We heard early feedback from developers that when you are trying to move to the cloud you may not be ready to move to managed service to persist your data and may still want to use volumes with your application. To solve  this we have added Elastic File System (EFS) volume support to the Compose CLI allowing users to create volumes and use them as part of their Compose applications. This is created with a Retain policy so data won’t be deleted on application shut-down.
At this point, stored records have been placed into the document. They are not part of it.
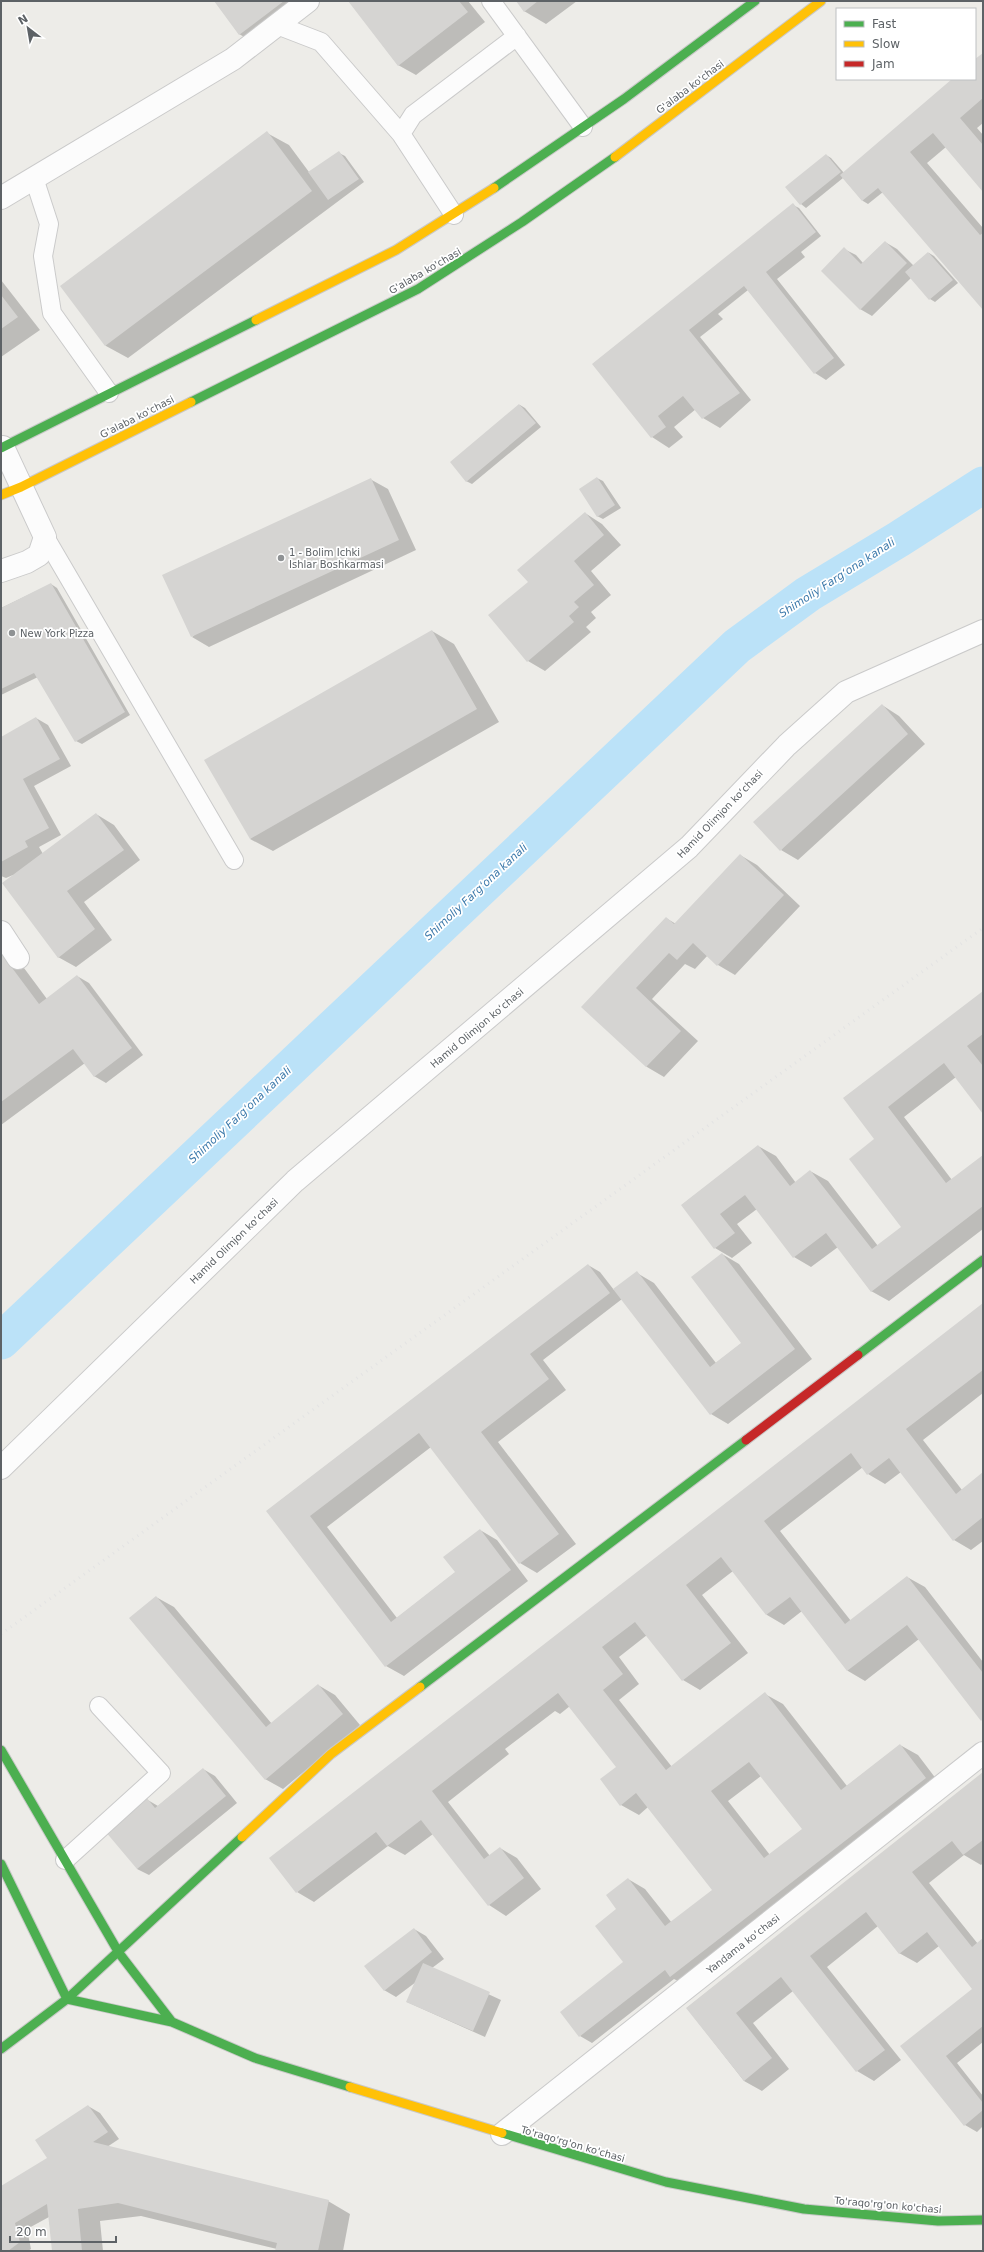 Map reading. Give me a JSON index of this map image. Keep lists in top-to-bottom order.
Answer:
{
  "streets": {
    "main road": ["G'alaba ko'chasi", "To'raqo'rg'on ko'chasi"],
    "street": ["Hamid Olimjon koʻchasi", "Yandama koʻchasi"]
  },
  "crossings": [
    ["Yandama koʻchasi", "To'raqo'rg'on ko'chasi"]
  ],
  "water": ["Shimoliy Fargʻona kanali"],
  "places": ["1 - Bolim Ichki Ishlar Boshkarmasi", "New York Pizza"],
  "legend": ["Fast", "Slow", "Jam"],
  "scale_bar": "20 m",
  "north": "top left"
}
If the same application (same project name) is deployed again, the file system will be re-attached to offer the same user experience developers are used to locally with docker-compose.
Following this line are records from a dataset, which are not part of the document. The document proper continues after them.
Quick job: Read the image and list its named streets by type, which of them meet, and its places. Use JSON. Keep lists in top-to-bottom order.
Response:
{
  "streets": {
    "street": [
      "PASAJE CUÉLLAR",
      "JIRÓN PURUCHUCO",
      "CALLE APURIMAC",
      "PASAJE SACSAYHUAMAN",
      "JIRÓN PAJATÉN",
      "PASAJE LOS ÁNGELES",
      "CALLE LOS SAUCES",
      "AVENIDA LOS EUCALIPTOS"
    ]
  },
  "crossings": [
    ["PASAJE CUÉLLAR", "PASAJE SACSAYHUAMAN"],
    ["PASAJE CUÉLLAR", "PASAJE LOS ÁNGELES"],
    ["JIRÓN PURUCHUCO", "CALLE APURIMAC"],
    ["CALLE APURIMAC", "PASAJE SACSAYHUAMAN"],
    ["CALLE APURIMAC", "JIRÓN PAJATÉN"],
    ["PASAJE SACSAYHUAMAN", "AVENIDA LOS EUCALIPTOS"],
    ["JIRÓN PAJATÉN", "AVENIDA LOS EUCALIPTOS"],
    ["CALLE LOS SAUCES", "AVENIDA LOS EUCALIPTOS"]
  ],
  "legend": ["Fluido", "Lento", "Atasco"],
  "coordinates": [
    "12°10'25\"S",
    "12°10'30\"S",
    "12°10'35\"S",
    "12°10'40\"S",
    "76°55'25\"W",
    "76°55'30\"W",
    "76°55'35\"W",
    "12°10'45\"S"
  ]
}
To do this I can either specify an existing file system that I have already created:

volumes:
   my-data:
     external: true
     name: fs-123abcd

Or I can create a new one from scratch by providing information about how I want it configured:

volumes:
   my-data:
     driver_opts:
       # Filesystem configuration
       backup_policy: ENABLED
       lifecycle_policy: AFTER_14_DAYS
       performance_mode: maxIO
       throughput_mode: provisioned
       provisioned_throughput: 1

I can also manage these through the docker volume command which lets me list and manage my resources allowing me to remove them when I no longer need them.
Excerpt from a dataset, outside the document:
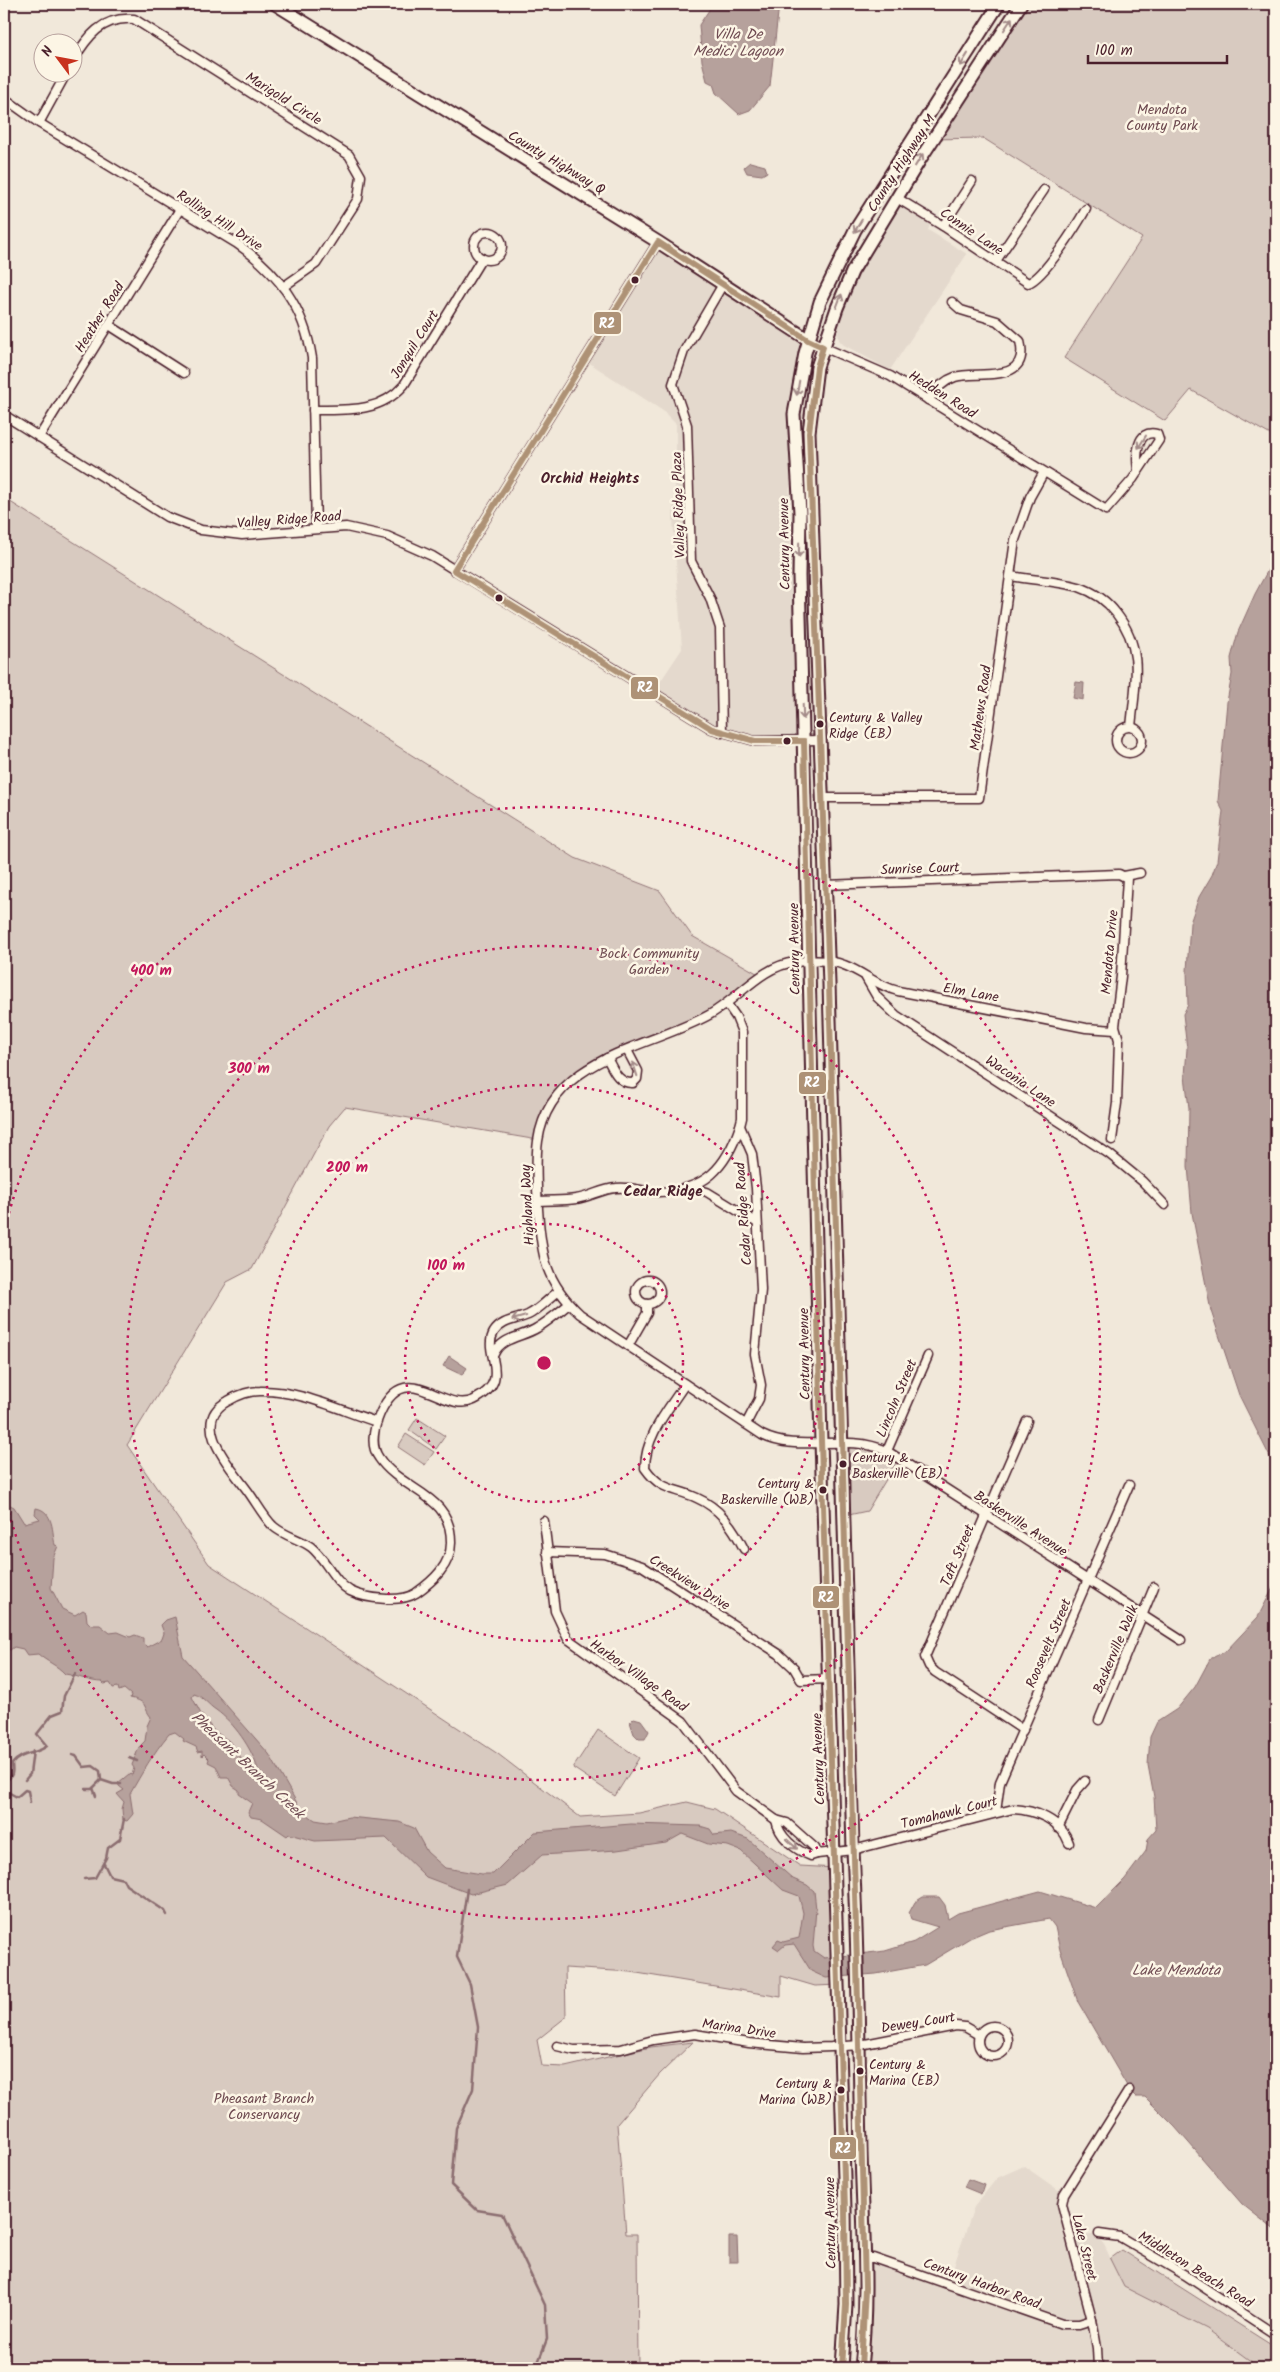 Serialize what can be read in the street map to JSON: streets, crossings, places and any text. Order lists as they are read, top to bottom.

Context creation improvements 

We have also been looking at how we improve the context creation flow to make this simpler and more interactive – while also allowing power users to specify things more up front if they know how they want to configure your context. 

When you get started we now have 3 options for creating a new context: 

? Create a Docker context using:  [Use arrows to move, type to filter]
> An existing AWS profile
 A new AWS profile
 AWS environment variables

If you select an existing profile, we will list your available profiles to choose from and allow you to simply select the profile you want to have associated with this context. 

$ docker context create ecs test2
? Create a Docker context using: An existing AWS profile
? Select AWS Profile nondefault
Successfully created ecs context "test2"
 
$ docker context inspect test2
[
   {
       "Name": "test2",
       "Metadata": {
           "Description": "(eu-west-3)",
           "Type": "ecs"
       },
       "Endpoints": {
           "ecs": {
               "Profile": "nondefault",
           }
       ...
   }
]

If you want to create a new profile, we will ask you for the credentials needed to do this as part of the creation flow and will save this profile for you:

? Create a Docker context using: A new AWS profile
? AWS Access Key ID fiasdsdkngjgwka
? Enter AWS Secret Access Key *******************
? Region eu-west-3
Saving to profile "test3"
Successfully created ecs context "test3"
 
$ docker context inspect test3
[
   {
       "Name": "test3",
       "Metadata": {
           "Description": "(eu-west-3)",
           "Type": "ecs"
       },
       "Endpoints": {
           "ecs": {
               "Profile": "test3",
           }
       },
       ...
   }
]

If you want to do this using your existing AWS environment variables, then you can choose this option we will create the context with a reference to these env vars so we continue to respect them as you work with them:

$ docker context create ecs test1
? Create a Docker context using: AWS environment variables
Successfully created ecs context "test1"
$ docker context inspect test1
[
   {
       "Name": "test1",
       "Metadata": {
           "Description": "credentials read from environment",
           "Type": "ecs"
       },
       "Endpoints": {
           "ecs": {
               "CredentialsFromEnv": true
           }
       },
       ...
   }
]

We hope this new simplified way of getting started and the flags we have added in here to allow you to override parts of this will help you get started with ECS even faster than before. 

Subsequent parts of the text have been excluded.